El trayecto hasta El Cairo dura unas tres horas desde nuestro campamento base en Pereira. Durante la mayor parte del recorrido, la carretera serpentea cuesta arriba por las montañas del Valle del Cauca, mientras la ciudad va desapareciendo poco a poco a tus espaldas. La carretera se estrecha, la niebla va ganando terreno y el verdor se vuelve casi abrumador. Para cuando llegas, te das cuenta de algo importante: esto está muy lejos.
Entonces, en algún punto de esa carretera sinuosa, nos encontramos con nuestra primera señal de advertencia. Una casa solitaria se alzaba en la ladera de la montaña, rodeada de vegetación, con una sola palabra pintada en sus paredes con enormes letras rojas: «PELIGRO». No era un letrero de bienvenida. Más bien parecía una advertencia de lo que nos esperaba más adelante.


Cuando llegamos a El Cairo, las señales eran imposibles de pasar por alto: casas dañadas, escombros, restos, espacios vacíos donde antes se alzaban partes de viviendas. Y, curiosamente, soledad. No porque no hubiera gente alrededor. La había. Pero casi todas las personas que veíamos parecían ser de El Cairo y estaban ayudando a otra persona de El Cairo.
Vecinos que ayudan a vecinos. Familias que ayudan a familias. Gente que se pone manos a la obra para reconstruir lo que el terremoto les había arrebatado.
El Cairo estaba cerca del epicentro, pero la destrucción no fue uniforme. Algunas casas seguían en pie, con sus hermosas y coloridas fachadas prácticamente intactas. Y detrás de esas fachadas se escondía otra historia.
La construcción tradicional de la región suele basarse en materiales como el bambú, el barro, la piedra y otros materiales disponibles en la zona. Lo que desde fuera parece sólido puede ocultar graves daños estructurales en su interior, lo que quizá sea la razón por la que estas estructuras siguen en pie hasta hoy. Ese contraste se me quedó grabado.
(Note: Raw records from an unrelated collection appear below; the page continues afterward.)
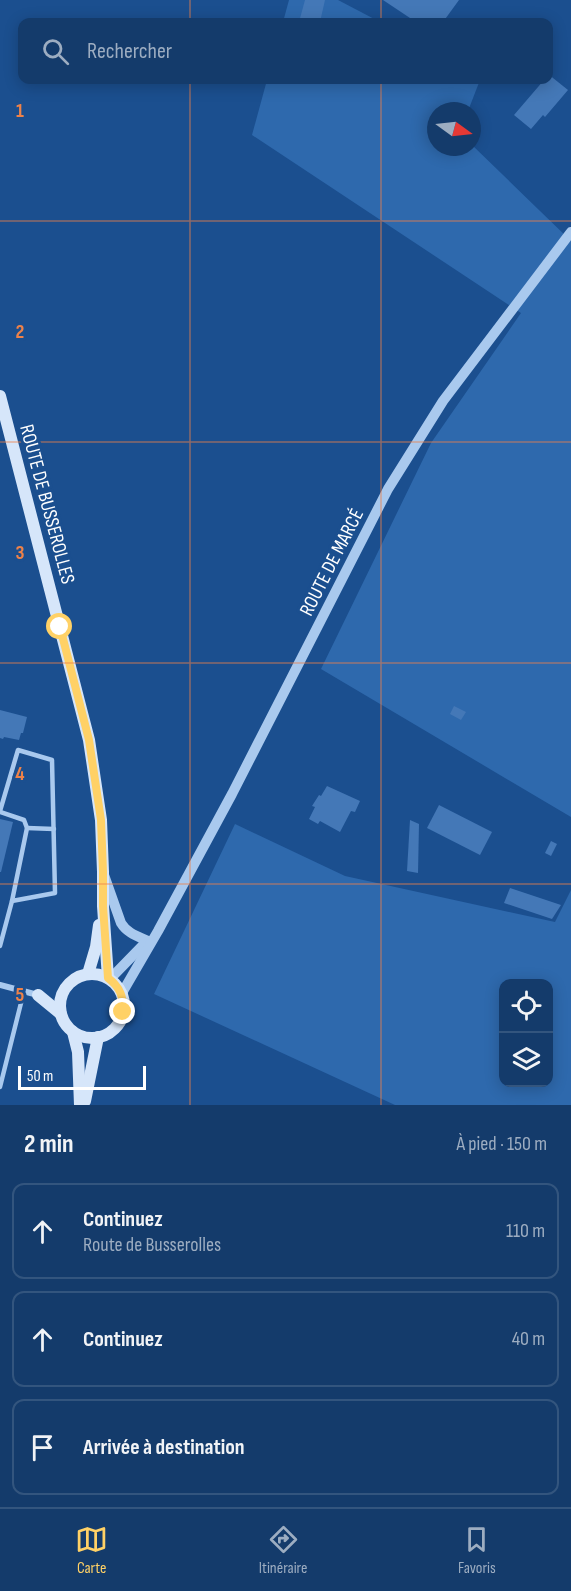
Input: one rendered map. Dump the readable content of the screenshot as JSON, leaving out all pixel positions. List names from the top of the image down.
{
  "streets": {
    "main road": ["ROUTE DE BUSSEROLLES"],
    "street": ["ROUTE DE MARCÉ"]
  },
  "scale_bar": "50 m",
  "north": "right",
  "page": {
    "search": "Rechercher",
    "scale": "50 m",
    "heading": ["2 min", "À pied · 150 m"],
    "list": [
      ["Continuez", "Route de Busserolles", "110 m"],
      ["Continuez", "40 m"],
      "Arrivée à destination"
    ],
    "nav": ["Carte", "Itinéraire", "Favoris"]
  },
  "grid": {
    "rows": [
      "1",
      "2",
      "3",
      "4",
      "5"
    ]
  }
}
Paredes preciosas. Hogares frágiles.
En medio de todo esto, los habitantes de El Cairo hacían lo que podían con los medios de que disponían. Durante nuestra visita, nos reunimos con socios locales que han estado trabajando directamente con la comunidad, ayudando a estabilizar las viviendas dañadas, restablecer el suministro eléctrico, poner en marcha un banco de alimentos y una cocina comunitarios, y habilitar los aseos de un albergue que acoge a unas 120 personas, entre ellas 22 niños.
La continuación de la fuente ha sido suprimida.